╔══

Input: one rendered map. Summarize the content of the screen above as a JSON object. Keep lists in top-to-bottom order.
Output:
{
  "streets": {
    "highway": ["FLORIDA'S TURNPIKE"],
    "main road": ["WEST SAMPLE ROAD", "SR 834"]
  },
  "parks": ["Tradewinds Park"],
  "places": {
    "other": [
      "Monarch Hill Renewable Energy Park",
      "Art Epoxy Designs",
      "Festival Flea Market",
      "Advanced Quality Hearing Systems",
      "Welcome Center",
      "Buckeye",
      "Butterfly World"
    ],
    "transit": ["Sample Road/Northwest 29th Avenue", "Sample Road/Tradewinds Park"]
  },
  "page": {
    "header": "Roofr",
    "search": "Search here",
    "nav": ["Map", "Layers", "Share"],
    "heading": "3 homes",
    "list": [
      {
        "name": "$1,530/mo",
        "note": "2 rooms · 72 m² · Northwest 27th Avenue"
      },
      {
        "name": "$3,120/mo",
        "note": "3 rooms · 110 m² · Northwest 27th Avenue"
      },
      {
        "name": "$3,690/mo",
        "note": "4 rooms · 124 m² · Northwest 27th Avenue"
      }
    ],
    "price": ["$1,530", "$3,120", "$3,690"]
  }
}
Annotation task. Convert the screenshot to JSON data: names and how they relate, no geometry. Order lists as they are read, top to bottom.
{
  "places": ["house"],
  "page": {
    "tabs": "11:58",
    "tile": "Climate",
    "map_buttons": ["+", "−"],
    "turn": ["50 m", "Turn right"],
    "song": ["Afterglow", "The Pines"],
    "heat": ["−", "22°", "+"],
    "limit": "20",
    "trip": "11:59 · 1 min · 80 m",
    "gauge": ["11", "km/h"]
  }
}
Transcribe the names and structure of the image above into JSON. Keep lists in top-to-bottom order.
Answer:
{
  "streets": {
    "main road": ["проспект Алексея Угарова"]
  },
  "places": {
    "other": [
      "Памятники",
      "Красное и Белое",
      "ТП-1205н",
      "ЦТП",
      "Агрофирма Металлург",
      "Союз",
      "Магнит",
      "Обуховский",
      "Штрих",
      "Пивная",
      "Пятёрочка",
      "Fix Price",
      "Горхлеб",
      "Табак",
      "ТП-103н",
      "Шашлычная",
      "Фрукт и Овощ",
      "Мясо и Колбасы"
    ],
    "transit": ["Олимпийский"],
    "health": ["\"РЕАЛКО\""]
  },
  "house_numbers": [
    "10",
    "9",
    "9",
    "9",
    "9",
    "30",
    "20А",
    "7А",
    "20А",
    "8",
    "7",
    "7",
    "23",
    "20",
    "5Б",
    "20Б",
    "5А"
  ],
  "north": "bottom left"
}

╚══

- YOUR GOAL:
Check each line of the entries, and copy the ones that contain "above".

- ANSWER SPACE:
Input: one rendered map. Summarize the content of the screen above as a JSON object. Keep lists in top-to-bottom order.
Transcribe the names and structure of the image above into JSON. Keep lists in top-to-bottom order.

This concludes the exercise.